* [WHAT IS NEEDED]: Output all entries precisely and leave out the pictures.

[Stored items]
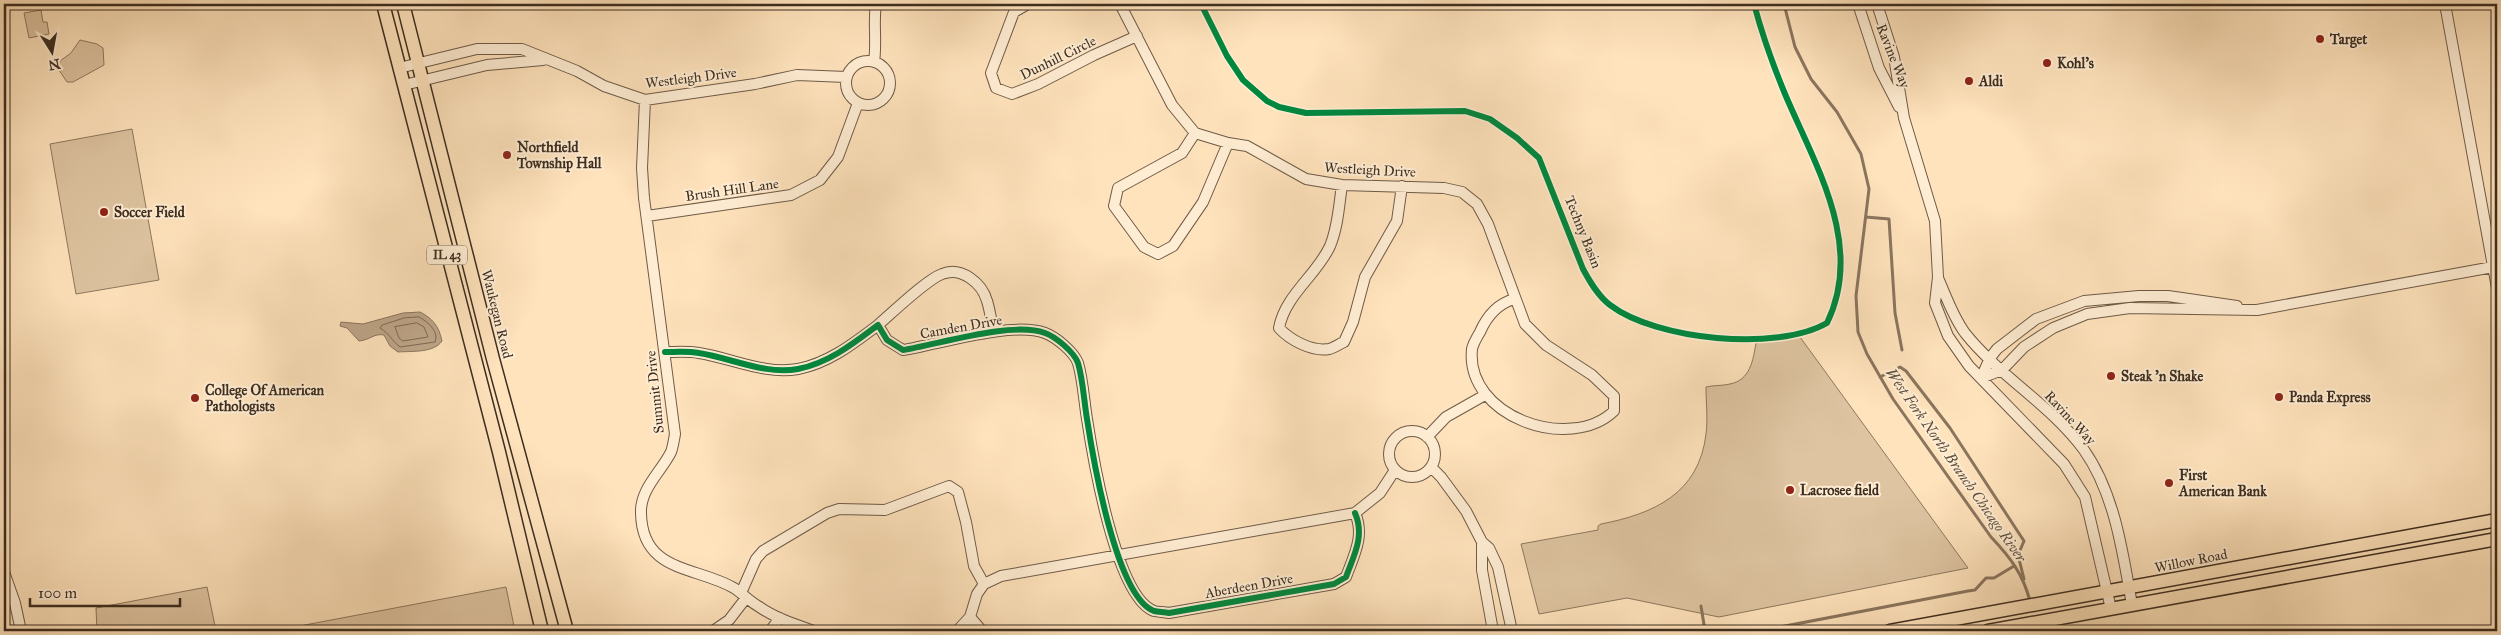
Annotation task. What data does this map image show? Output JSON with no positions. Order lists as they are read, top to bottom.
{
  "streets": {
    "main road": ["IL 43", "Waukegan Road", "Willow Road"],
    "street": [
      "Ravine Way",
      "Dunhill Circle",
      "Westleigh Drive",
      "Brush Hill Lane",
      "Camden Drive",
      "Summit Drive",
      "Aberdeen Drive"
    ],
    "cycle path": ["Techny Basin"]
  },
  "crossings": [
    ["Ravine Way", "Willow Road"],
    ["Westleigh Drive", "Brush Hill Lane"],
    ["Westleigh Drive", "IL 43"],
    ["Westleigh Drive", "Waukegan Road"],
    ["Westleigh Drive", "Summit Drive"],
    ["Brush Hill Lane", "Summit Drive"],
    ["Camden Drive", "Summit Drive"],
    ["Camden Drive", "Aberdeen Drive"]
  ],
  "water": ["West Fork North Branch Chicago River"],
  "places": [
    "Target",
    "Kohl's",
    "Aldi",
    "Northfield Township Hall",
    "Soccer Field",
    "Steak 'n Shake",
    "Panda Express",
    "College Of American Pathologists",
    "First American Bank",
    "Lacrosee field"
  ],
  "scale_bar": "100 m",
  "north": "bottom"
}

* [ANSWER SECTION]:
Annotation task. What data does this map image show? Output JSON with no positions. Order lists as they are read, top to bottom.
{
  "streets": {
    "main road": ["IL 43", "Waukegan Road", "Willow Road"],
    "street": [
      "Ravine Way",
      "Dunhill Circle",
      "Westleigh Drive",
      "Brush Hill Lane",
      "Camden Drive",
      "Summit Drive",
      "Aberdeen Drive"
    ],
    "cycle path": ["Techny Basin"]
  },
  "crossings": [
    ["Ravine Way", "Willow Road"],
    ["Westleigh Drive", "Brush Hill Lane"],
    ["Westleigh Drive", "IL 43"],
    ["Westleigh Drive", "Waukegan Road"],
    ["Westleigh Drive", "Summit Drive"],
    ["Brush Hill Lane", "Summit Drive"],
    ["Camden Drive", "Summit Drive"],
    ["Camden Drive", "Aberdeen Drive"]
  ],
  "water": ["West Fork North Branch Chicago River"],
  "places": [
    "Target",
    "Kohl's",
    "Aldi",
    "Northfield Township Hall",
    "Soccer Field",
    "Steak 'n Shake",
    "Panda Express",
    "College Of American Pathologists",
    "First American Bank",
    "Lacrosee field"
  ],
  "scale_bar": "100 m",
  "north": "bottom"
}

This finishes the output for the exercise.